Begun in 1985, the museum’s Loggers Hall of Fame honors people who have worked in the woods for a significant part of their lives and who have made valuable contributions to lumbering in the western Maine mountains. “It’s one of the most important things we do,” said museum president and retired logger Rodney Richard, Sr. Clem and Bud Field join a distinguished list of local woodsmen that, since 2004, includes Clarence Jones, William Coolong, Cary Keep, Stan Bartash, Raymond Vallee, Edwin Lowell, and Lewis Abbott.

Over the years, there have many changes in the woods.

“D.C. Morton and I, were some of the old-time loggers. We used the birch hook, and cant dogs, and chainsaws. Today, their machines are like lawnmowers. They call them a harvester, and what they do is cut down the trees. Then they limb them by machine, haul them with the machine, load them with the machine, and unload with the machine. So a truck driver doesn’t touch a log any more, evidently,” Field said with a laugh, adding, “We did all of that by hand.”

Field started working in the woods the summer of 1942, after he graduated from Rangeley School. “I drove gravel truck,” he remembered, “and for two years, we built the road through from Little Kennebago Lake to Coburn Gore. Right across country. We would haul gravel in the summer time—Morton had four trucks that he could put gravel bodies on. And in the winter, we put stake bodies on them and hauled pulp.”

During those years, he and a fellow worker lived in a tent in the summer time and camped on the side of Kennebago Lake. They ate in woods camp cookhouses.

“In those days, they fed pretty good too,” Field remembered. “They had everything. Steak! They went a lot for sweet stuff, too. Cookies. Doughnuts. We had one cook─old “Gramp” Fraser up at Crowley Brook─used to make raisin pies. He was quite an old man. Nice guy. Later, when we hauled right by his cookhouse, he invited us to stop anytime, have a piece of pie.”

Field also helped build the road from Abbott Brook to Parmacheenee, as well as the Lincoln Pond Road that ran across Magalloway all the way to Eustis. After the roads were built, he hauled logs on them, south to Berlin and north to Coburn Gore and Lac Megantic.

“One winter,” he said, “I hauled a load to Lake Megantic and just dumped them on the lake. And I didn’t quit til the water started coming on top of the ice in the spring.”

For a year or so, he operated a bulldozer at Coburn Gore and built woods roads there for summer time roads. Then, he worked as a timber cruiser for several years. “It’s a job you can like a lot,” he recalled. “You do an awful lot of walking. And in the winter time, it’s on a pair of snowshoes. Oh, yeah,” he said smiling, “I did that summer and winter for three years.
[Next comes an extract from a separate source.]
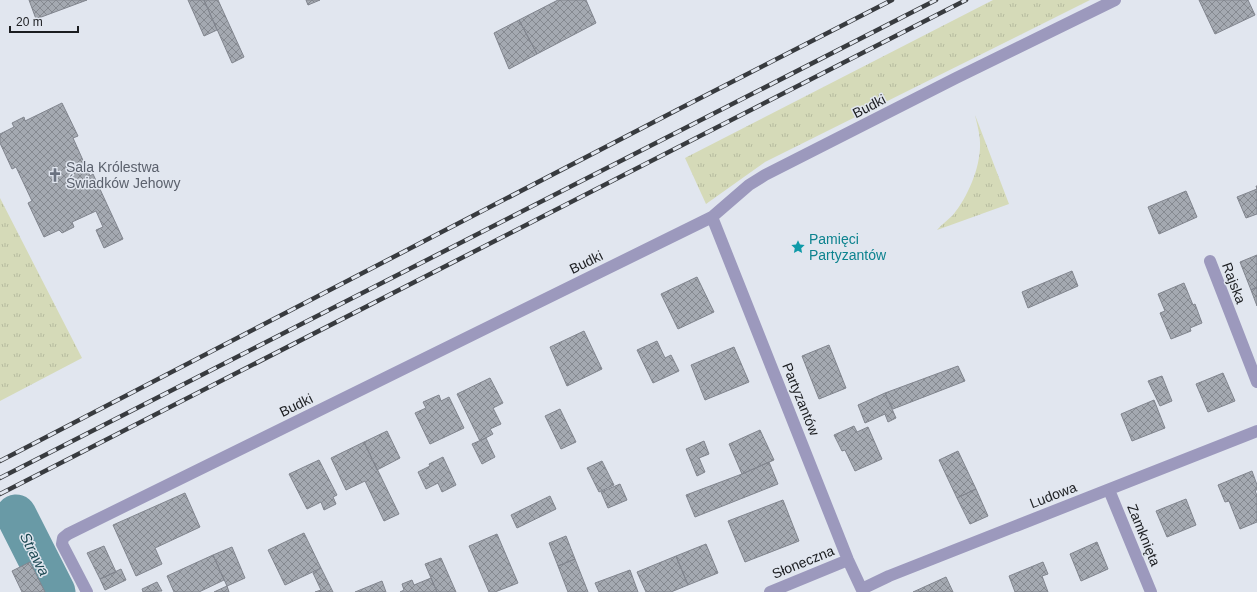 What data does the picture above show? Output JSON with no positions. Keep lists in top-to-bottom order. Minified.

I wore out two pair of snowshoes.” His job was to walk the Brown Company land and see if there was enough wood to start cutting. “In there, it was mostly spruce and fir. And down on the lower end, there was a lot of hardwood. We cut everything, anything that was due to be cut. What we went for was pulp that was at least seven or eight inches on the butt. And the hardwood had to be at least 12 inches and up. Nothing smaller than that. You couldn’t even haul a piece of wood into the mill that was less than six inches, and, here, all that wood’s going through now is about four inches!”
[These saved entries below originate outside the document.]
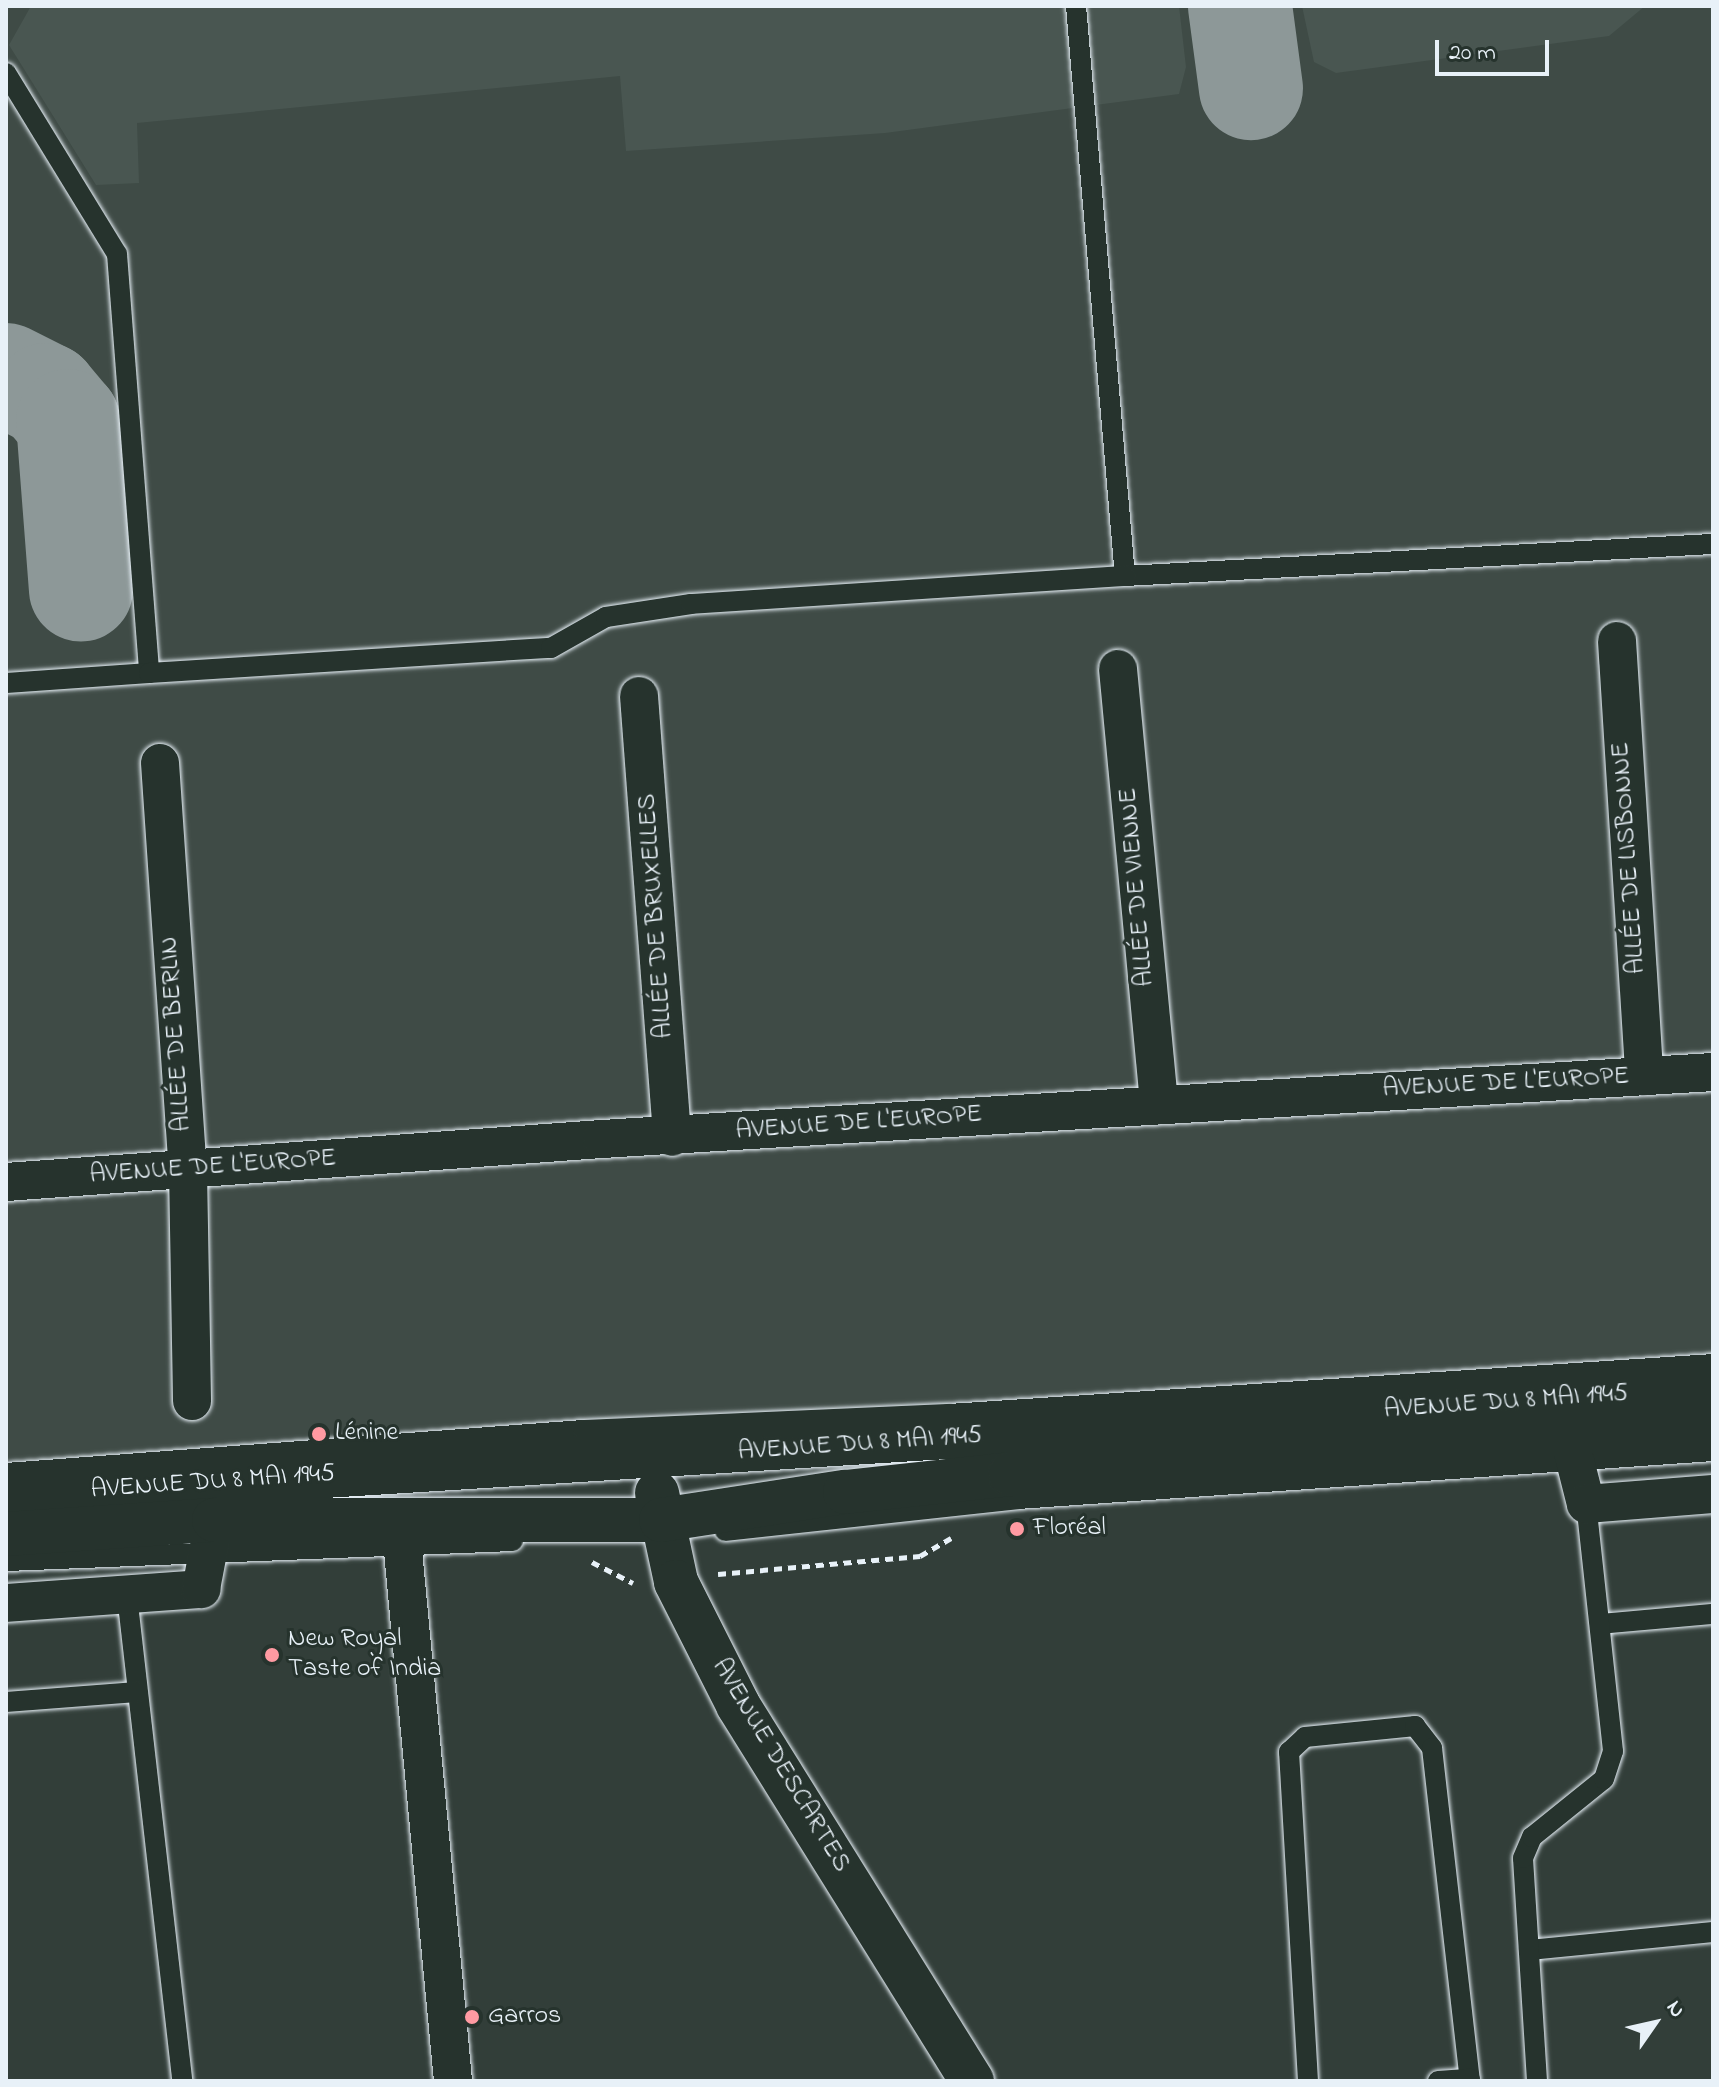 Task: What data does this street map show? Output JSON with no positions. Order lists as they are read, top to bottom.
{
  "streets": {
    "main road": ["AVENUE DU 8 MAI 1945", "AVENUE DESCARTES"],
    "street": [
      "ALLÉE DE LISBONNE",
      "ALLÉE DE VIENNE",
      "ALLÉE DE BRUXELLES",
      "ALLÉE DE BERLIN",
      "AVENUE DE L'EUROPE"
    ]
  },
  "crossings": [
    ["ALLÉE DE LISBONNE", "AVENUE DE L'EUROPE"],
    ["ALLÉE DE VIENNE", "AVENUE DE L'EUROPE"],
    ["ALLÉE DE BRUXELLES", "AVENUE DE L'EUROPE"],
    ["ALLÉE DE BERLIN", "AVENUE DE L'EUROPE"],
    ["AVENUE DU 8 MAI 1945", "AVENUE DESCARTES"]
  ],
  "places": [
    "Lénine",
    "Floréal",
    "New Royal Taste of India",
    "Garros"
  ],
  "scale_bar": "20 m",
  "north": "top right"
}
“Yeah, it was a different time,” Mr. Field commented. “I hauled logs into Canada, pulped every mill in the state of Maine. And then, we went to a trailer, and I think I hauled probably the first load of pulp that went out of Rangeley on a trailer. No one ever believed you could haul a trailer round this country. Well, you’ve got 35 feet beyond you and you don’t have the traction with a tractor and trailer that you have with a straight rig. Yeah, those trailers move around a little bit,” he laughed. “Well, in those days they didn’t sand like they do now, so I used a lot of tire chains. You come through here, and you put on tire chains!”

“Now,” he continued, “they’ve got trucks with engines in them that go up these hills like sports cars! We had trucks that some of these hills didn’t want to go over! Especially Ledge Hill on the Canadian road. Steep! It was a short hill, but it was steep. A lot of trucks in this country couldn’t make it. It’s just this side of Chain of Ponds, Route 27. They’ve changed it all over, they’ve rebuilt the road just in the last few years. They changed that whole hill over I guess! I’ve been intending to go up and look at it, but I’ll go with my pickup, not a trailer,” he laughed. “Oh the roads were a lot different than they are now. Now 90 percent of the time, they have these right down to tarred roads. They use more sand and salt and calcium. They put everything on these roads now. But I was running a lot of times on snow and ice. I put on an awful lot of chains.”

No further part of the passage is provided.